┌────────
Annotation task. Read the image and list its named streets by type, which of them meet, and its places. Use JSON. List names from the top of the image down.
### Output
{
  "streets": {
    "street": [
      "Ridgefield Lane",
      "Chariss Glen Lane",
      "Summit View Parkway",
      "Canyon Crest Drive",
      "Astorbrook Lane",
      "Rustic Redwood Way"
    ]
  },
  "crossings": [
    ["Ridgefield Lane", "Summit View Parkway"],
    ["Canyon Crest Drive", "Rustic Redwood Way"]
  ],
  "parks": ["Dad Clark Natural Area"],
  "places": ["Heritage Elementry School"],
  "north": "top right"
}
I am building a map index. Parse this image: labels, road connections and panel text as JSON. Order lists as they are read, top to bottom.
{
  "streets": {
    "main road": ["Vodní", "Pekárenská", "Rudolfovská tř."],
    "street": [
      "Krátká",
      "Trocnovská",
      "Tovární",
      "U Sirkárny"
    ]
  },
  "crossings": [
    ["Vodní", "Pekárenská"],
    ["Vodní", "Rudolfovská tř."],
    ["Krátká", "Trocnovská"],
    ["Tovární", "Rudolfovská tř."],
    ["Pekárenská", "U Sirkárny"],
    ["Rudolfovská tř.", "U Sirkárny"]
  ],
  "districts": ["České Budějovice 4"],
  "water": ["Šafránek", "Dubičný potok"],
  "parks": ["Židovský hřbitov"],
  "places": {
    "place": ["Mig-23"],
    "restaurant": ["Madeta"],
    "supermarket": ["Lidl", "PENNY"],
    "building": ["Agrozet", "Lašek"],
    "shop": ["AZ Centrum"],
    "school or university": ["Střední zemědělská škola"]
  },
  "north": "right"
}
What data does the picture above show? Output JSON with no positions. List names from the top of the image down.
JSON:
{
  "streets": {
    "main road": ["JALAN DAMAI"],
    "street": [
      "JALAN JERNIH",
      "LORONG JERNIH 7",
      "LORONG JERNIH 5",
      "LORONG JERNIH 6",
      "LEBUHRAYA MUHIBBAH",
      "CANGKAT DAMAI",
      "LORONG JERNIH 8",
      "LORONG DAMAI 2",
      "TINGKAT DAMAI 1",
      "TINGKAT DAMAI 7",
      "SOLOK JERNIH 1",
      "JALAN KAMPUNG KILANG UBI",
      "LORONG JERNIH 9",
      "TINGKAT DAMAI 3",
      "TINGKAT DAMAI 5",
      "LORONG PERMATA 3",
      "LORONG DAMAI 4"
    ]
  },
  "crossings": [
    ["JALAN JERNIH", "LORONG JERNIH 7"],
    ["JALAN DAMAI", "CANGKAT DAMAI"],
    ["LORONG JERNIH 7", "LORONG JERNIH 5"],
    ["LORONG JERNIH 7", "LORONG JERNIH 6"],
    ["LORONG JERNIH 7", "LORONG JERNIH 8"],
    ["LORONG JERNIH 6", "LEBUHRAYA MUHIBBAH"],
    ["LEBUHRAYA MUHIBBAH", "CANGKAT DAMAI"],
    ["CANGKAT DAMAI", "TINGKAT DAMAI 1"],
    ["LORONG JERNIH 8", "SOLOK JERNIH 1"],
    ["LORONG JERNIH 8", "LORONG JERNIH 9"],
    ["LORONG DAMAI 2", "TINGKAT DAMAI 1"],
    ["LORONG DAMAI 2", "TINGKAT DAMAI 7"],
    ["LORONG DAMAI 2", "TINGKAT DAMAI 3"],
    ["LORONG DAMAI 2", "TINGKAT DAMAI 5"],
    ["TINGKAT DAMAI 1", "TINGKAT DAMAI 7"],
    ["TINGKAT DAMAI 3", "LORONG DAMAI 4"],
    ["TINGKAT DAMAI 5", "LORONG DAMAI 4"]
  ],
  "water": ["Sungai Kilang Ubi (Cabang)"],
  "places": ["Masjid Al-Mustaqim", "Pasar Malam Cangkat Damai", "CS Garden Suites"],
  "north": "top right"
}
└────────
— Task to carry out —
Transcribe verbatim. Cover the lines from the first line of the entries above to the line containing "What data does", inclusive.

— Exercise result —
Annotation task. Read the image and list its named streets by type, which of them meet, and its places. Use JSON. List names from the top of the image down.
### Output
{
  "streets": {
    "street": [
      "Ridgefield Lane",
      "Chariss Glen Lane",
      "Summit View Parkway",
      "Canyon Crest Drive",
      "Astorbrook Lane",
      "Rustic Redwood Way"
    ]
  },
  "crossings": [
    ["Ridgefield Lane", "Summit View Parkway"],
    ["Canyon Crest Drive", "Rustic Redwood Way"]
  ],
  "parks": ["Dad Clark Natural Area"],
  "places": ["Heritage Elementry School"],
  "north": "top right"
}
I am building a map index. Parse this image: labels, road connections and panel text as JSON. Order lists as they are read, top to bottom.
{
  "streets": {
    "main road": ["Vodní", "Pekárenská", "Rudolfovská tř."],
    "street": [
      "Krátká",
      "Trocnovská",
      "Tovární",
      "U Sirkárny"
    ]
  },
  "crossings": [
    ["Vodní", "Pekárenská"],
    ["Vodní", "Rudolfovská tř."],
    ["Krátká", "Trocnovská"],
    ["Tovární", "Rudolfovská tř."],
    ["Pekárenská", "U Sirkárny"],
    ["Rudolfovská tř.", "U Sirkárny"]
  ],
  "districts": ["České Budějovice 4"],
  "water": ["Šafránek", "Dubičný potok"],
  "parks": ["Židovský hřbitov"],
  "places": {
    "place": ["Mig-23"],
    "restaurant": ["Madeta"],
    "supermarket": ["Lidl", "PENNY"],
    "building": ["Agrozet", "Lašek"],
    "shop": ["AZ Centrum"],
    "school or university": ["Střední zemědělská škola"]
  },
  "north": "right"
}
What data does the picture above show? Output JSON with no positions. List names from the top of the image down.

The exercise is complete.